How did you meet? Carlos: We met while on a retreat. It was for discerning where God was calling you in life. Paulina: I remember that it was at Tuesday morning prayer on the retreat that we met. We were doing an exercise where the person next to you was to hug you, and you were supposed to close your eyes and picture Jesus hugging you. I remember hearing God say that I would be able to know Him through this person. That person was Carlos.
How long have you been married? Carlos: Our wedding was in 2009, so we’ve been married for 13 years. We dated for almost 4 years before we were married. When I met Paulina, I always told her that I wanted to get married when I was 33. (Paulina chuckled and added, “by the way, we were 23 at the time.”) We would go to relationship workshops together. We discovered new things about each other. Paulina was working at her first job and I was too, but I always wanted to do a masters program abroad. My uncle told me about a month-long opportunity in Brazil, so I quit my job to do this trip. I asked Paulina if she wanted to join me, but I didn’t expect her to say yes. Paulina: At the time, I was working at my dream internship, and for some reason, I quit to go with him. I still don’t know why I said yes at the time. Carlos: She surprised me by saying yes, and I realized then that our relationship was serious. So, I knew I wanted to propose in Brazil. We were in Rio de Janeiro, and I got a helicopter to fly us around the Christ statue. When we were close to the Christ, I told her that I needed to talk to her about something. Paulina: I told him whatever it is, not now. Jesus is right across from us! This was like my moment! Yet, he insisted and then, gave a whole speech that he had planned about how God made us for each other. Of course, I said yes. It would’ve been pretty hard to say no to that! We were engaged for a year and a half before we got married in Mexico. We had always dreamed of getting married by the sea, but we were told that, as Catholics, we were required to get married in a church. During the relationship workshops earlier in our relationship, we had created a vision statement for our marriage and our family. Our vision statement was that we would always be a Catholic family. This is our identity, and we will always keep going back to it. With this vision for our marriage and family, it was easy to choose that we would have our wedding in the Church, and then we had our reception by the sea!
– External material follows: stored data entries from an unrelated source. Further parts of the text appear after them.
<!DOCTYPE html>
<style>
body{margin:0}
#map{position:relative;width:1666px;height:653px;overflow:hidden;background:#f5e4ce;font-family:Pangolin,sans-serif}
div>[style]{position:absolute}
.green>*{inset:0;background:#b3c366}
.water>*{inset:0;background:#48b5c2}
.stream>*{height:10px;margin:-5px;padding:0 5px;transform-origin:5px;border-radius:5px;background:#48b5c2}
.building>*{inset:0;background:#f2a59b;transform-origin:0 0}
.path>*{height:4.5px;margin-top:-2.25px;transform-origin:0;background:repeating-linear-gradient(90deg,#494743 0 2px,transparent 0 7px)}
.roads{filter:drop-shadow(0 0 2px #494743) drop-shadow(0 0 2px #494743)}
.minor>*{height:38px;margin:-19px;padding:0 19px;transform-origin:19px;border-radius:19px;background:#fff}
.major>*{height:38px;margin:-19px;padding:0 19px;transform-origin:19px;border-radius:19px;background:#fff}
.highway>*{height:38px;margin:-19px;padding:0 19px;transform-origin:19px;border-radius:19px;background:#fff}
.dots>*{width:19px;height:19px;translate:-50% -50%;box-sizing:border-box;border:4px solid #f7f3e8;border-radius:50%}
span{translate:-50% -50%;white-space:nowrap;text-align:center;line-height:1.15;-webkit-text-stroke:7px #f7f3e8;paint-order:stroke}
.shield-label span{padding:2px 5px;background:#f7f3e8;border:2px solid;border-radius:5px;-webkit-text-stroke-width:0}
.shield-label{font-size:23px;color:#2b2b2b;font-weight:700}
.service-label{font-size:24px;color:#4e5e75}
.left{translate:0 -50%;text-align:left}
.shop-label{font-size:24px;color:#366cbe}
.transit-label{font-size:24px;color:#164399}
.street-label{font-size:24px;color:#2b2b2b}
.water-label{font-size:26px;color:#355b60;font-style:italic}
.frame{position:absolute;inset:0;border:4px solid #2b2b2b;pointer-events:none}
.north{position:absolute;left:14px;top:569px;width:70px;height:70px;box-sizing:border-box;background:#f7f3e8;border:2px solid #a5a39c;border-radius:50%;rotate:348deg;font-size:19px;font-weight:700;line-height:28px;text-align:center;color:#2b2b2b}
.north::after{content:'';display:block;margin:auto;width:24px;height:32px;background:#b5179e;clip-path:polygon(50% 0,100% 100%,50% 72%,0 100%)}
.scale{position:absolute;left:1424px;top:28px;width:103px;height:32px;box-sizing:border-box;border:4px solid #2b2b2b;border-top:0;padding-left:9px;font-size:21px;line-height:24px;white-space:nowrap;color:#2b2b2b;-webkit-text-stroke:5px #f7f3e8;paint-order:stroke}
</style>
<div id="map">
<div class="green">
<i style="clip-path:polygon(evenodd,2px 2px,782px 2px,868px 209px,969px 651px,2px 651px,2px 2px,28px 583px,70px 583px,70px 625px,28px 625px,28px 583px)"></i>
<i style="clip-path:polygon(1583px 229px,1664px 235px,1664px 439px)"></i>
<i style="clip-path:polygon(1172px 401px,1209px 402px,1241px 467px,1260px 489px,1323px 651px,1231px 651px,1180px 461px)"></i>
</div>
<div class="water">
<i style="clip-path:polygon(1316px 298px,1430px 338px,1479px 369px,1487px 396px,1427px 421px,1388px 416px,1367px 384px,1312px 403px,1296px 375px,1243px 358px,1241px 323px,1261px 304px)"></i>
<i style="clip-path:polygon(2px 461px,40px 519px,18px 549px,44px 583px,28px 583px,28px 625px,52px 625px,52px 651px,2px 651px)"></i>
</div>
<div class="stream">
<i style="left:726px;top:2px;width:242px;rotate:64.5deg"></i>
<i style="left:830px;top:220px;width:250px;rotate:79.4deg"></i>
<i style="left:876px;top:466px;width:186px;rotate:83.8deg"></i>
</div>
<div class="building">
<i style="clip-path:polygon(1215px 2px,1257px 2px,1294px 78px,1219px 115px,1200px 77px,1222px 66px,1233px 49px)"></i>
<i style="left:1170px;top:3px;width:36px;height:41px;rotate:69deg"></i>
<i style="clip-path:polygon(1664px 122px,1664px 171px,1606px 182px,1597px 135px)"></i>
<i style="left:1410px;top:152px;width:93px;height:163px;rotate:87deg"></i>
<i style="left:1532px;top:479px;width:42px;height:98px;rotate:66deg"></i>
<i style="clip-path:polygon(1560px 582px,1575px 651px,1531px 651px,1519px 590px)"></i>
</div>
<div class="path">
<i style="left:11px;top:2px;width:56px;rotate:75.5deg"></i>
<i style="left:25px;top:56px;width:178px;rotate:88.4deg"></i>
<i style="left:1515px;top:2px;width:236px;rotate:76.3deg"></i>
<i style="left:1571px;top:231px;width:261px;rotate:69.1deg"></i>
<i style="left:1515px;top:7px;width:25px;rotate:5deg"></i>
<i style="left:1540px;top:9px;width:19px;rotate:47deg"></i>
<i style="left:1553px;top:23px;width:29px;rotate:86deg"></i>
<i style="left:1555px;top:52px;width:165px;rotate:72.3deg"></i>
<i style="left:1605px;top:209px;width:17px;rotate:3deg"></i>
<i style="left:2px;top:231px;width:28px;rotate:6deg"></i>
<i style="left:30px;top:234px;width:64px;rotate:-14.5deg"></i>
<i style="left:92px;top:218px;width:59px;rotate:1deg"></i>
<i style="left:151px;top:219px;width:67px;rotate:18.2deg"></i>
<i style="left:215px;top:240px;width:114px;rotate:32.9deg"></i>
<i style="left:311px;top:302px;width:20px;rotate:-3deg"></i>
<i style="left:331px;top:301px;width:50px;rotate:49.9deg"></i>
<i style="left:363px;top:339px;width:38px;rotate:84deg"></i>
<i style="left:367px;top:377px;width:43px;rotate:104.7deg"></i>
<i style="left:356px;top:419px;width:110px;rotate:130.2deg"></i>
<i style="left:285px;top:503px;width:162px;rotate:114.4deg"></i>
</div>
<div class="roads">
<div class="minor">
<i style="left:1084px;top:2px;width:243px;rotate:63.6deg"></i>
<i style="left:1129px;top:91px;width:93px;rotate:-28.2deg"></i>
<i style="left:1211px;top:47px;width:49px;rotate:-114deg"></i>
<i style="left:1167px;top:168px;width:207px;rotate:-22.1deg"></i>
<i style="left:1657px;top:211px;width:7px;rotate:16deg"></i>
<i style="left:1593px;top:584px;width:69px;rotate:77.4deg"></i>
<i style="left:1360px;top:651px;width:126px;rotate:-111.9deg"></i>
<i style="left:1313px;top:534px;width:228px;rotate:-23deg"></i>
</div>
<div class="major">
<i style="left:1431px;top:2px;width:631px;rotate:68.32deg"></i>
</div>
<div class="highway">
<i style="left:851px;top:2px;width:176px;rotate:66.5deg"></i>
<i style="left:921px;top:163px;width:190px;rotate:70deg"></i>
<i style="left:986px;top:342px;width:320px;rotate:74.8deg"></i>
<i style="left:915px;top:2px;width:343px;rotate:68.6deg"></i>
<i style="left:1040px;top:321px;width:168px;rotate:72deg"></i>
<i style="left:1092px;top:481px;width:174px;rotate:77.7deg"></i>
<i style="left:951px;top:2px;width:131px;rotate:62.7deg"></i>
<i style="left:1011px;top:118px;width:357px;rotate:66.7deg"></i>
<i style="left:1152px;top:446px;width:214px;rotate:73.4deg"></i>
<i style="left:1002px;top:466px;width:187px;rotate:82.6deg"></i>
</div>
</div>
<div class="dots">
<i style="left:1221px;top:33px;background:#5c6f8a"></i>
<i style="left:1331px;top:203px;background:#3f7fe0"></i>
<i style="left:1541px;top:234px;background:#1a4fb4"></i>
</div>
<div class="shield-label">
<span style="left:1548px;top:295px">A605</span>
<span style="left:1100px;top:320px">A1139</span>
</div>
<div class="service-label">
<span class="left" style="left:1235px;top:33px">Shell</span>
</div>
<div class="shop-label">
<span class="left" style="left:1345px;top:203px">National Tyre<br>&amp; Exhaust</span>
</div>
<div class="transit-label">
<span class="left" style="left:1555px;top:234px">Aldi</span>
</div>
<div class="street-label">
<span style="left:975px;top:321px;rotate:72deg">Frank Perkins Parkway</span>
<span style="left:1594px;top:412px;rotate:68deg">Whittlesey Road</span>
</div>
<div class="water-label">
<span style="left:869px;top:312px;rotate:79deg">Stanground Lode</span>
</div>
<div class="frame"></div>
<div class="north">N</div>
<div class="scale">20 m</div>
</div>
How has your love evolved over the years? Paulina: Carlos likes to joke that I don’t love him the same now as I did when we got married, and I always say you’re absolutely right. So many layers have been added to our relationship. When you grow in love, you become more selfless. It is a painful process, but there is beauty in struggle and confrontation. After you get through challenging times, you love the person even more than before. We sponsor couples for marriage preparation. When we meet with engaged couples, we chuckle to each other, because they often think they have it all figured out. We laugh, because we remember feeling that way. Carlos: When we were in those workshops, we discussed what “love” really means. It is stuck in my head that “love is a decision you have to continue to make.” As our marriage gets more mature, I realize more that love really is a decision that I’m making every day.
What has been a challenge that you have encountered in marriage? Paulina: From very early on in our relationship, Carlos had wanted to get his masters. So, we were going to do that before we had kids. Well, I had made him change that plan many times, but after we set to go to the U.S. for Carlos to get his masters a year later, we found out that we were pregnant with Amaya. People asked me if we weren’t going to go anymore with the baby on the way. I told them all that we were still going, because I had promised him that we would make that happen. It was really hard. We were newlyweds, pregnant, in a different country, and had no support system. I quit my job and didn’t have a work permit, so I had essentially given up my whole career. We had to grow up a lot during that time. Carlos: People tell you that you don't just marry the person, but the family. When you’re dating you think that is fine, but then you get married, and you experience it for real. I love Paulina’s family, but it did make me realize how much of your family’s way of life that you bring with you to a marriage. When raising your own kids, you have to make many decisions together. You have to learn to work together and compromise. Paulina: Yes, you bring emotional baggage – even in ways you don’t realize yourself. But, you grow and you change together.
What is your advice to those discerning the vocation of marriage? Carlos: You have to have God in the center of your family. As long as you have God at the center, things are going to be easier to solve and agree on. You have to be intentional growing in your faith - as a couple and with your kids. Paulina: It may not make the struggles any easier, but in having God as your foundation, you have the grace and strength that only God can give. It is something sacramental that we have, our marriage is not just a contract. It is our vocation. It is definitely what we were made to do. Even when we have disagreements, the vision for our family is the same. We are a Catholic family. It is fun to grow with someone. You don’t have to explain yourself to them, because they already know you so well. They get to watch you grow.